Ribono and Bettini [7] proposed an ontology-based solution based on hybrid reasoning and context-
aware approaches. Zolfaghari and Keyvanpour [20] proposed smart activity recognition framework (SARF)
which has different components such as sensing, pre-processing, feature extraction, feature selection, and
recognition of ambient assisted living (ASL). Ciliberto et al. [21] explored a privacy preserving 3D model for
human activity recognition. Gheid et al. [22] proposed a variant of KNN for privacy preserving action
recognition as part of their multi-party classification protocol. Gheid and Challl [23] does similar kind of
work that extends the work of [22] with optimization in security. Yonetani et al. [24] investigated on doubly
permuted homomorphic encryption (DPHE) approach for privacy preserving visual learning. It could
improve both privacy and accuracy over its predecessors.
2.3. Face recognition
Recognising face is essential in many computer vision applications. This is well explored problem
found in [25]. The performance of face recognition is further enhanced with recent advanced artificial
methods and available large datasets as studied in [26]-[28]. A multi-class classification problem is taken
with vanilla softmax in two loss functions such as softmax loss and center loss are combined in order to
jointly optimize the inter-class distance and intra-class feature distance. Wen et al. in [28] uses 200 million
images for training and employed triplet loss function for improving performance in face recognition. The
recent work in [26], [27] showed promising performance due to the usage of classification combined with
metric learning. From the literature, it is understood that most of the existing methods with adversarial
learning do not consider a holistic approach with multi-task learning. This gap is filled in this paper by
proposing a framework with underlying algorithm to leverage state of the art.
3. PRELIMINARIES
GAN is used in many computer vision applications such image-to-image translation. This section
provides an overview of GAN to understand the proposed approach which is based on adversarial learning.

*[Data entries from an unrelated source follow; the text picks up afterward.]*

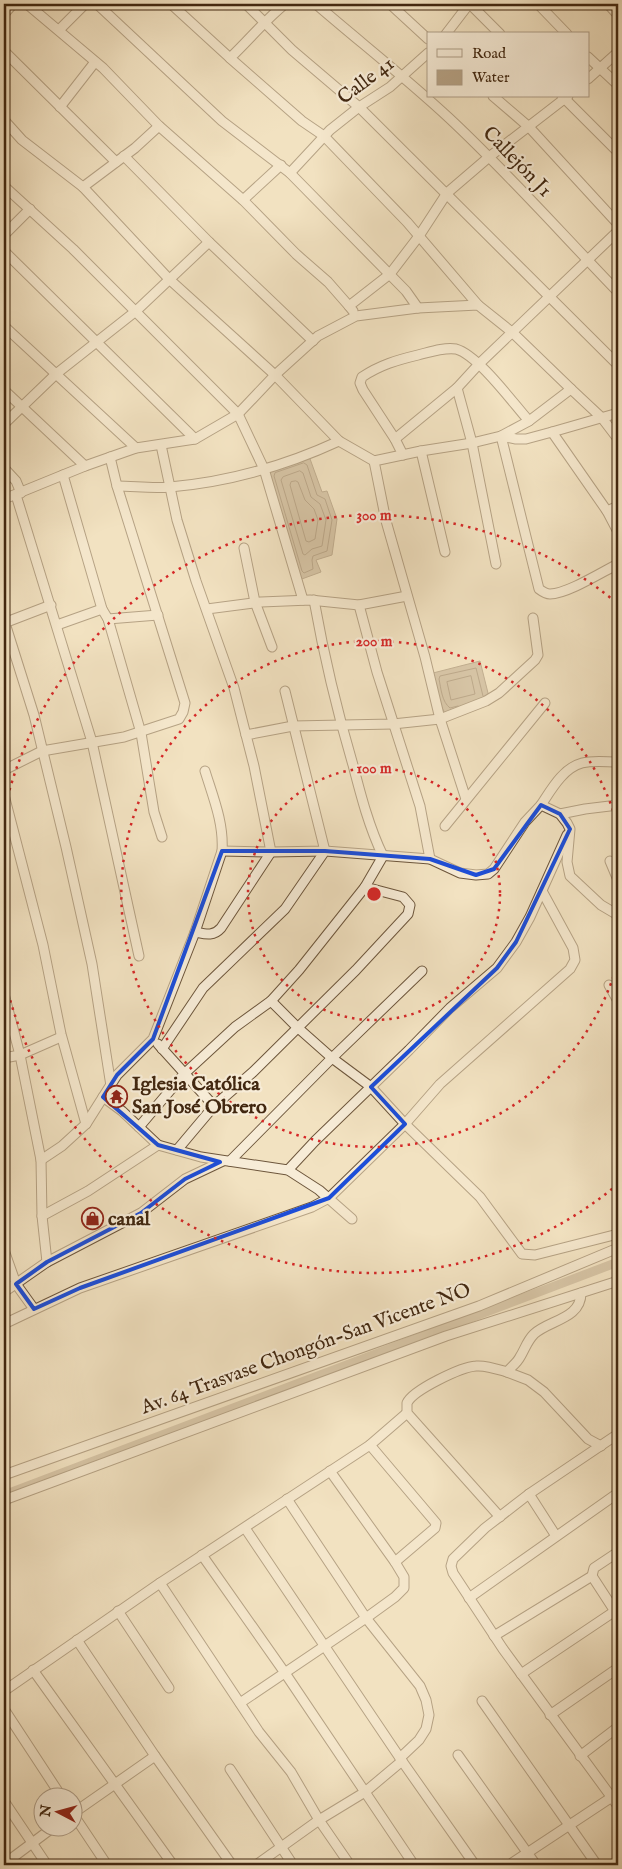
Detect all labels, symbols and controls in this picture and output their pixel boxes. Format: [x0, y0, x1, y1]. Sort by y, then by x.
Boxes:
legend [427, 32, 590, 98]
text: Road [472, 44, 507, 63]
street label: Calle 41 [333, 52, 399, 110]
text: Water [472, 68, 510, 87]
street label: Callejón J1 [477, 121, 557, 203]
text: 300 m [356, 506, 392, 525]
text: 200 m [356, 632, 393, 651]
text: 100 m [356, 759, 392, 778]
centre of rings [365, 885, 383, 903]
place label: Iglesia Católica San José Obrero [132, 1072, 267, 1120]
temple icon: Iglesia Católica San José Obrero [104, 1084, 128, 1108]
shop icon: canal [80, 1207, 104, 1231]
place label: canal [108, 1207, 151, 1232]
street label: Av. 64 Trasvase Chongón-San Vicente NO [137, 1278, 474, 1421]
north arrow [32, 1786, 82, 1836]
text: N [36, 1804, 56, 1819]

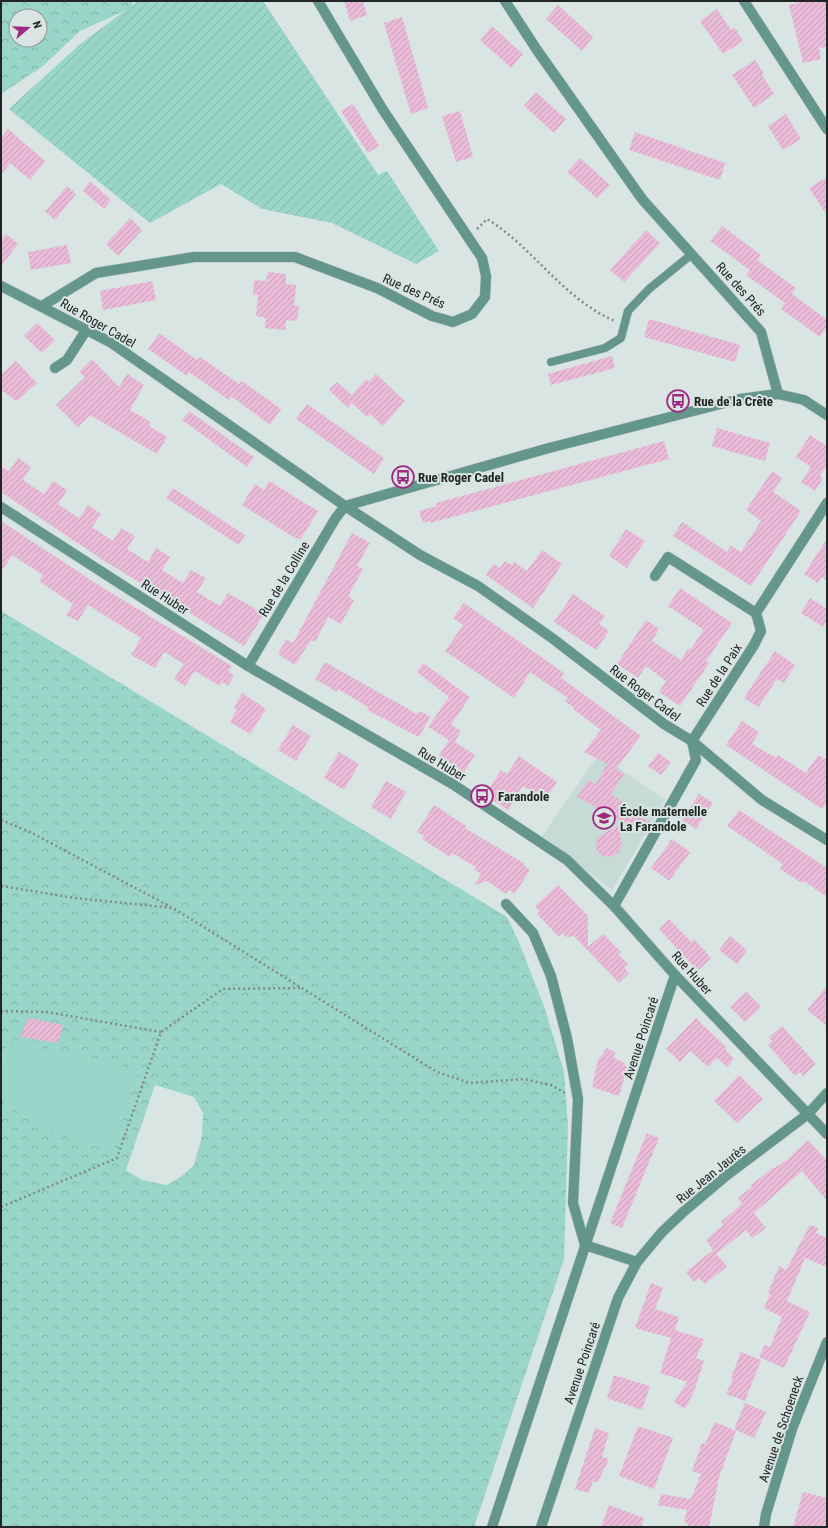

GAN has two important components such as generator (G) and discriminator (D). The two components are
implemented using deep learning techniques. As presented in Figure 1, the G is used to generate new data
denoted as (Gz) and the underlying data distribution is denoted as pg(z). The aim of GAN is to see that
training sample denoted as pr(x) and pg(z) are same. On the other hand, the D takes (Gz) and real data x as
input. G gets trained while D has fixed parameters. The discriminator D generates output which is denoted as
D(G(z)) and between this and sample label, error rate is computed.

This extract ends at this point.